Depuis le début du semestre, l’université Al Quds est l’objet de fréquentes agressions par l’armée israélienne, qui utilise des gaz lacrymogènes et des balles en caoutchouc causant des dégâts matériels et des dizaines de blessés. Ces attaques ont généralement lieu le matin, pendant les heures de cours.
La dernière offensive a eu lieu le 17 novembre, vers 9 heures. Une centaine de grenades lacrymogènes et de bombes assourdissantes ont été lancées sur le campus depuis la clôture d’enceinte de l’université. « Ces agressions sont devenues habituelles » explique Sameh Arekat, coordinateur des études :
« Cette fois, 51 étudiants ont été blessés, dont 17 par des balles en caoutchouc. Ça fait 471 blessés au cours de ces attaques depuis septembre, dont 20% sont des employés de l’université. »
A l’intérieur de l’enceinte, des volontaires du Croissant rouge distribuent des masques et des compresses d’alcool. Ils secourent les blessés et dirigent les élèves vers les bâtiments les plus éloignés, d’où ils pourront quitter les lieux au besoin.

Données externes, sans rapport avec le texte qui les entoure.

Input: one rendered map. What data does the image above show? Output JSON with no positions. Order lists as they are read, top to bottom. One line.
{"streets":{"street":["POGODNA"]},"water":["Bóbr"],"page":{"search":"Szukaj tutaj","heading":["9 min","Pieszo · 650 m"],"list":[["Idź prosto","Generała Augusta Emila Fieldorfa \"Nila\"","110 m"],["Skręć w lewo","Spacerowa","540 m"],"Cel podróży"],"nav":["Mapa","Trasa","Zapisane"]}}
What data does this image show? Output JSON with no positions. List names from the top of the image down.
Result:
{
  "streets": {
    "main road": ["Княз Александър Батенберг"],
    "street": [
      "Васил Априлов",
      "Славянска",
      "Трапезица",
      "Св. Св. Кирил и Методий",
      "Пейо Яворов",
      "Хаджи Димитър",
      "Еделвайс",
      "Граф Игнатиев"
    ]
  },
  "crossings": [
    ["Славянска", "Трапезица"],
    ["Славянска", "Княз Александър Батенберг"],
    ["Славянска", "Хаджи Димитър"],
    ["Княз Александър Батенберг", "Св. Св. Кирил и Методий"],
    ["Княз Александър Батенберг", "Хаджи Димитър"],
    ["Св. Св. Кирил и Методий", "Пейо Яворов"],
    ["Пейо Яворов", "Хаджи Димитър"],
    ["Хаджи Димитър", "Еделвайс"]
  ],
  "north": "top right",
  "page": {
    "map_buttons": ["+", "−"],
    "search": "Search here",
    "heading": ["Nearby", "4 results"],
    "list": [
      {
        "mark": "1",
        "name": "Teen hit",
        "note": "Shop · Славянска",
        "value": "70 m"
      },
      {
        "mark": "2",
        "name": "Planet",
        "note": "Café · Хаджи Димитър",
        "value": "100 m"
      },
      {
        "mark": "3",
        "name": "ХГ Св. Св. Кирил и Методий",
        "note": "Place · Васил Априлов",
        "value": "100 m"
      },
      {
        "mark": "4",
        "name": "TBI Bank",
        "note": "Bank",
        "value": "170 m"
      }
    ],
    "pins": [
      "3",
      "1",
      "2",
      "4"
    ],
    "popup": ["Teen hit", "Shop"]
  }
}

Mahmoud était en cours lorsque l’attaque a commencé : « On est sortis et on a vu toute cette confusion. Les étudiants avaient très peur, surtout les filles. Et il y avait des gens qui étaient tombés par terre, suffoqués par les gaz.»
Certains professeurs refusent d’interrompre ou d’annuler leurs cours. « Normalement, les cours sont suspendus », explique Nadeen. « Mais le professeur a insisté, comme si c’était une façon de protester : leur but, c’est de nous empêcher d’étudier. »
Une heure et demie pour contourner le mur
Des incidents importants avaient eu lieu quelques semaines plus tôt, entre le 21 et 23 octobre. Les forces de défense israéliennes (IDF), venues détruire une maison voisine jugée trop proche du mur et dont le permis de construire n’était pas à jour, avait interdit l’accès à l’université et investi le campus, comme l’avait rapporté la chaîne jordanienne RoyaNews.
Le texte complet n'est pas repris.